Griffin began his Forest Service career in 1988 at the Sequoia National Forest as a fire lookout, in time working his way up to become a member of the engine crew. He left to take on a three-year assignment as a hotshot crew member at Sequoia/Kings Canyon National Parks before returning to Sequoia National Forest as a hotshot squad leader. He subsequently worked as a fire engine operator and engine captain before becoming a hotshot superintendent and, ultimately, district battalion chief. In this last role, he supervised 21 people to manage emergency incidents in cooperation with multiple agencies and partners.
Most recently, Griffin served as the fire training officer at the Forest Service’s Northern California Operations center, where he provided regional oversight for training programs, supervised workforce development initiatives, and recommended changes to programs and policy at both regional and national levels. His success depended upon strong cooperation with other regions, as well as federal, state, and local agencies and stakeholders.
“I’m honored to have this opportunity help lead the fire program at Lassen National Forest,” said Griffin. “I look forward to working with both the Forest and our cooperators to advance an already strong program to protect the region’s natural resources.”
Lassen National Forest lies at the Crossroads of California, where the granite of the Sierra Nevada, the lava of the Cascades and the Modoc Plateau, and the sagebrush of the Great Basin meet. The Forest is managed for recreational access as well as timber and firewood, forage for livestock, water, minerals, and other natural resources. For more information, call (530)257-2151 or visit www.fs.usda.gov/lassen.

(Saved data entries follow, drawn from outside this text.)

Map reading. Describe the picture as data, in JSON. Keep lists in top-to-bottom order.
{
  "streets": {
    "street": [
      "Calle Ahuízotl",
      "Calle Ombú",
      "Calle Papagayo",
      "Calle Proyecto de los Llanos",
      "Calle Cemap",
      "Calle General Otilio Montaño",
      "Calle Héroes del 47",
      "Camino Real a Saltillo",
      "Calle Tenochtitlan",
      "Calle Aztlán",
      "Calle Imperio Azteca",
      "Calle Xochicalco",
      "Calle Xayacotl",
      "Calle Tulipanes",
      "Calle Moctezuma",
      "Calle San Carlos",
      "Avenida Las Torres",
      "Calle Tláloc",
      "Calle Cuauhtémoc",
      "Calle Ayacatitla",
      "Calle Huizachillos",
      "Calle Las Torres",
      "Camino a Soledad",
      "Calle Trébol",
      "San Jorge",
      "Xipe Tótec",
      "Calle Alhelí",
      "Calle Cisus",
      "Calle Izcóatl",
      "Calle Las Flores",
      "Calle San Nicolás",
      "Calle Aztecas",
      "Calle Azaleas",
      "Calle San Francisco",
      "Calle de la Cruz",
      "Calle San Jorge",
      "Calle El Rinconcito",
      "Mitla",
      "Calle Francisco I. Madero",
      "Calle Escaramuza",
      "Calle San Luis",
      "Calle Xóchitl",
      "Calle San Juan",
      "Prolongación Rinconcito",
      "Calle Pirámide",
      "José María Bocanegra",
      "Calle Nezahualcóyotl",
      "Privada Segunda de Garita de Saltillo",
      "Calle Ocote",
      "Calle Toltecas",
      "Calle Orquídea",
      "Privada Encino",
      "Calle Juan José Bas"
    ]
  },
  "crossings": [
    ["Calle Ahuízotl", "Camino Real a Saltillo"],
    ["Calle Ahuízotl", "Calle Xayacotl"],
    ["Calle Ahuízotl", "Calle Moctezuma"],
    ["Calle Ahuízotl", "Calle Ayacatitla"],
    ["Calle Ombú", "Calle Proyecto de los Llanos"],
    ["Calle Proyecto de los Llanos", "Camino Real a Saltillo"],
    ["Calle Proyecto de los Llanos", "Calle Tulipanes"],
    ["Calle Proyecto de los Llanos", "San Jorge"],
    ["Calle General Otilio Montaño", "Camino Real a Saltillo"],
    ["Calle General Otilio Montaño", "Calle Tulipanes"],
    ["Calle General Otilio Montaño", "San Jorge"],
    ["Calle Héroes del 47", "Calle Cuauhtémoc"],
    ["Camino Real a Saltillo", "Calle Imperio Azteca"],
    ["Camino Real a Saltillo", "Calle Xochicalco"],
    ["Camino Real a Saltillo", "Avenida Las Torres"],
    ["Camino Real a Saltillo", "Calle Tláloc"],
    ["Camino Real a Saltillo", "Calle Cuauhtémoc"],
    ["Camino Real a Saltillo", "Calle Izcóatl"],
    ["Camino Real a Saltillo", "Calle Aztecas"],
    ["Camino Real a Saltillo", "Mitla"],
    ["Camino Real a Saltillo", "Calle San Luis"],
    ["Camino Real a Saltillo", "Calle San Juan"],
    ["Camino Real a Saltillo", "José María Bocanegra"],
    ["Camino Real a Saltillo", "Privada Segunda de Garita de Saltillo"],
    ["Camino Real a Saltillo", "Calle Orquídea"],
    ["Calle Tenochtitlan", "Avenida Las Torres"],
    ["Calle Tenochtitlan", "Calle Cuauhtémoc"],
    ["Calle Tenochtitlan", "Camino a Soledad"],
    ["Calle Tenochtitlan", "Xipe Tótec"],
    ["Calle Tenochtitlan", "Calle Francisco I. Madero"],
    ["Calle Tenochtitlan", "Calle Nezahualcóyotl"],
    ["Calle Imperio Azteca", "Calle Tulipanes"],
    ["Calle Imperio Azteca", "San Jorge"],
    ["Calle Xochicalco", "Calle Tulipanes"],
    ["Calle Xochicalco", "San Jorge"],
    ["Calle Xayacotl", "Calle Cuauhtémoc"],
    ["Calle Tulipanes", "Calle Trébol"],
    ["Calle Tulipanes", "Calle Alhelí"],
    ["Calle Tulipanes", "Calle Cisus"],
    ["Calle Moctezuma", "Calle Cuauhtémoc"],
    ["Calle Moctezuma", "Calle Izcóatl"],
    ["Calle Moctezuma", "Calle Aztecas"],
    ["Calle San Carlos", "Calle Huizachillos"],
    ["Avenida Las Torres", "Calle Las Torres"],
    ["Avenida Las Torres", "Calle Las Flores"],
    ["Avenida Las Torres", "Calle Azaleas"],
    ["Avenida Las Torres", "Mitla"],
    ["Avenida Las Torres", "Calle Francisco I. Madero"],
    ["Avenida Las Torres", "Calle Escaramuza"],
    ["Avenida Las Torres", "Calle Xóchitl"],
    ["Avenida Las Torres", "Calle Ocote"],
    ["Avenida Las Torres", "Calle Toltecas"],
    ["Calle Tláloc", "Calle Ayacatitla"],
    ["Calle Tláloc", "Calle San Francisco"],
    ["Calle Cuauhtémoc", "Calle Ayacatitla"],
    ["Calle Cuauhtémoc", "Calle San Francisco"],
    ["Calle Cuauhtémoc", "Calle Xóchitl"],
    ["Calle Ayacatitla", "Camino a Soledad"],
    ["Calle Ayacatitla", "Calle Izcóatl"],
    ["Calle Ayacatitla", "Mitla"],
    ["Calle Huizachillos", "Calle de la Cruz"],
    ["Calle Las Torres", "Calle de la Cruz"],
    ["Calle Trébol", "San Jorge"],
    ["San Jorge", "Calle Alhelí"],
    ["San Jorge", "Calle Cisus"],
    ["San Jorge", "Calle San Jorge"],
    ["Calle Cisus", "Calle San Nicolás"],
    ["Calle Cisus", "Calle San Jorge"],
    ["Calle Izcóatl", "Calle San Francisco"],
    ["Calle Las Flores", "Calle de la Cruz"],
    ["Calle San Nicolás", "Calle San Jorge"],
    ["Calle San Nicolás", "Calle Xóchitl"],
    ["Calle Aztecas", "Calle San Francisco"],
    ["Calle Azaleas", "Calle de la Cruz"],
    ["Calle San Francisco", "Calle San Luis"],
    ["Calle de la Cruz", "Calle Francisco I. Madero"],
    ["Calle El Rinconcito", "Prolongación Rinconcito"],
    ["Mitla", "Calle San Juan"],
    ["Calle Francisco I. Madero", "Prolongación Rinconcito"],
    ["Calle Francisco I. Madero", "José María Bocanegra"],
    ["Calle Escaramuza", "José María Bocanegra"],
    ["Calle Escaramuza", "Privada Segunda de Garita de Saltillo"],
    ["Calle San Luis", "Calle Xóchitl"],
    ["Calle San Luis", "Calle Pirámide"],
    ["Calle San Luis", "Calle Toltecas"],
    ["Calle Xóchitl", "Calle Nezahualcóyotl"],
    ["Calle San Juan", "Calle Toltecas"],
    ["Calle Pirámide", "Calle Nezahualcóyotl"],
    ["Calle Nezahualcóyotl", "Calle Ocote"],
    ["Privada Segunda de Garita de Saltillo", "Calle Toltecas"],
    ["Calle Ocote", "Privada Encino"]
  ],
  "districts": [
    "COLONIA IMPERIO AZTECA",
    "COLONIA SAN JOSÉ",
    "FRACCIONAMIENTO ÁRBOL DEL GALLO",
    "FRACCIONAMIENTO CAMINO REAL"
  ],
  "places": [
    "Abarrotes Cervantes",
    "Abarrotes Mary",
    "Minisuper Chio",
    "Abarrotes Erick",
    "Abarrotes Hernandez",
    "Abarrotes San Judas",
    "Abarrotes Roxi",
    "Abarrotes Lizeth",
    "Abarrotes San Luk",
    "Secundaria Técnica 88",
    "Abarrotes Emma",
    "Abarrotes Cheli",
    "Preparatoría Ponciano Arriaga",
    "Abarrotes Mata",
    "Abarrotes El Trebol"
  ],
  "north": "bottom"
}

The mission of the U.S. Forest Service, part U.S. Department of Agriculture, is to sustain the health, diversity and productivity of the nation's forests and grasslands to meet the needs of present and future generations. The agency manages 193 million acres of public land, provides assistance to state and private landowners, and maintains the largest forestry research organization in the world. Public lands the Forest Service manages contribute more than $13 billion to the economy each year through visitor spending alone. Those same lands provide 20 percent of the nation's clean water supply, a value estimated at $7.2 billion per year. The agency has either a direct or indirect role in stewardship of about 80 percent of the 850 million forested acres within the U.S., of which 100 million acres are urban forests where most Americans live.